Task to complete ->
Please retype every record below exactly, leaving the pictures out.

---------- Records for the exercise ----------

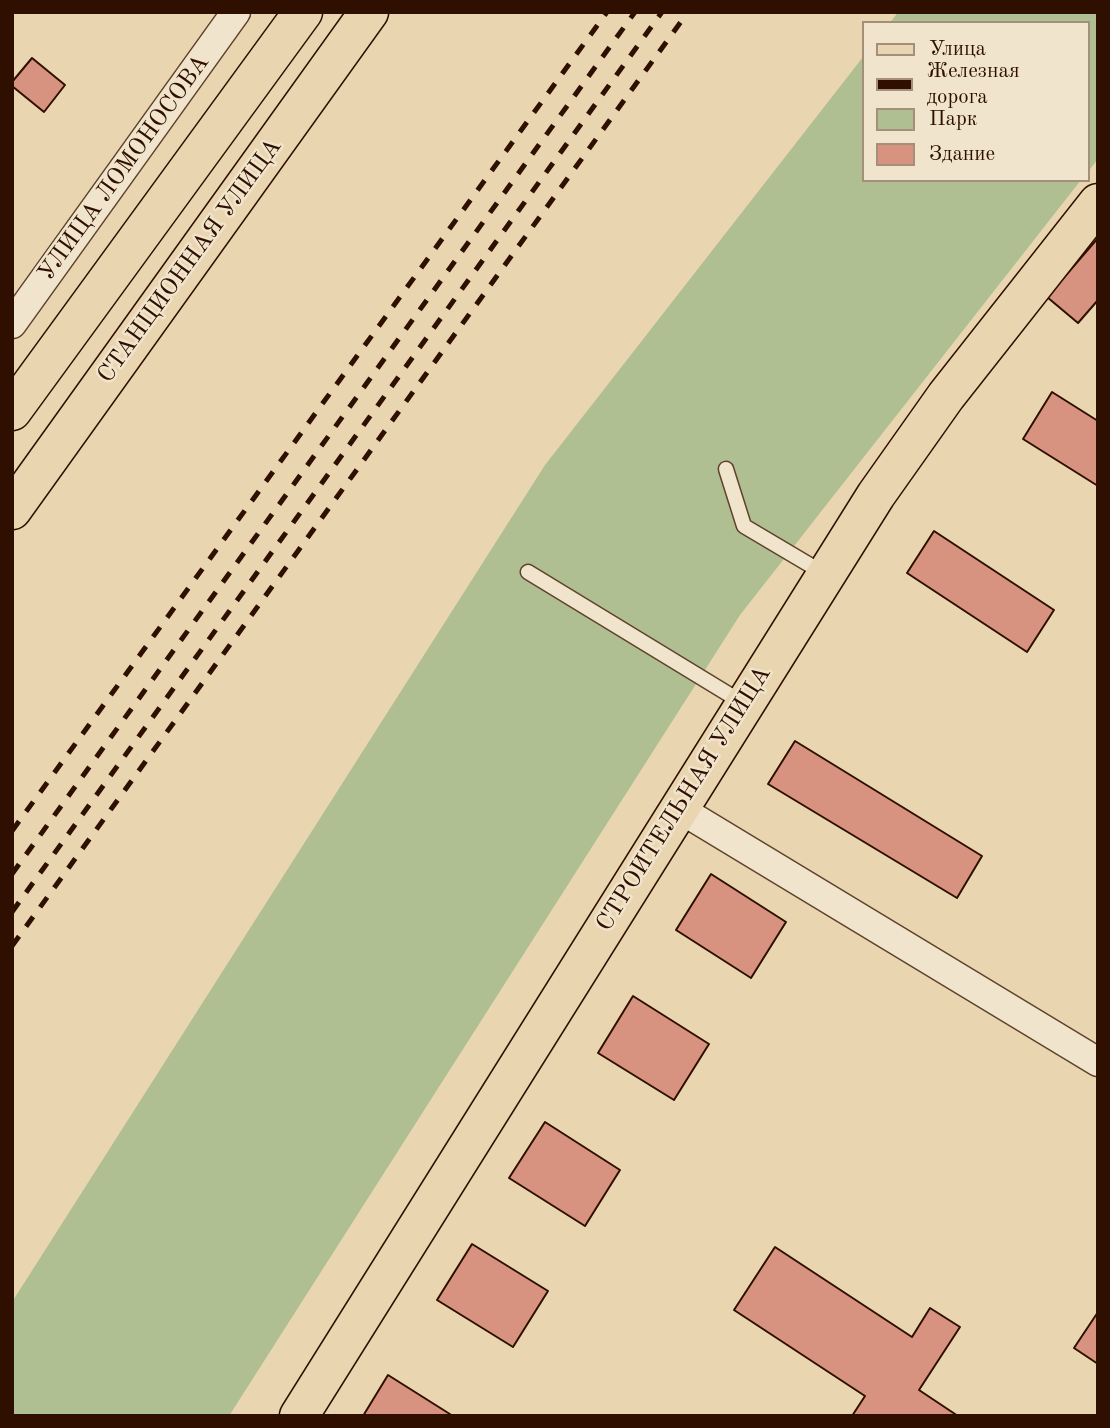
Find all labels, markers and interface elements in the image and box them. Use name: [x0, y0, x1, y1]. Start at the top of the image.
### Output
legend: [862, 21, 1089, 182]
text: Улица: [929, 39, 986, 60]
street label: УЛИЦА ЛОМОНОСОВА: [32, 49, 216, 287]
text: Железная дорога: [927, 61, 1020, 108]
text: Парк: [929, 109, 977, 130]
street label: СТАНЦИОННАЯ УЛИЦА: [92, 133, 288, 389]
text: Здание: [929, 144, 995, 165]
street label: СТРОИТЕЛЬНАЯ УЛИЦА: [590, 661, 778, 937]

----------

Exercise solution ->
Find all labels, markers and interface elements in the image and box them. Use name: [x0, y0, x1, y1]. Start at the top of the image.
### Output
legend: [862, 21, 1089, 182]
text: Улица: [929, 39, 986, 60]
street label: УЛИЦА ЛОМОНОСОВА: [32, 49, 216, 287]
text: Железная дорога: [927, 61, 1020, 108]
text: Парк: [929, 109, 977, 130]
street label: СТАНЦИОННАЯ УЛИЦА: [92, 133, 288, 389]
text: Здание: [929, 144, 995, 165]
street label: СТРОИТЕЛЬНАЯ УЛИЦА: [590, 661, 778, 937]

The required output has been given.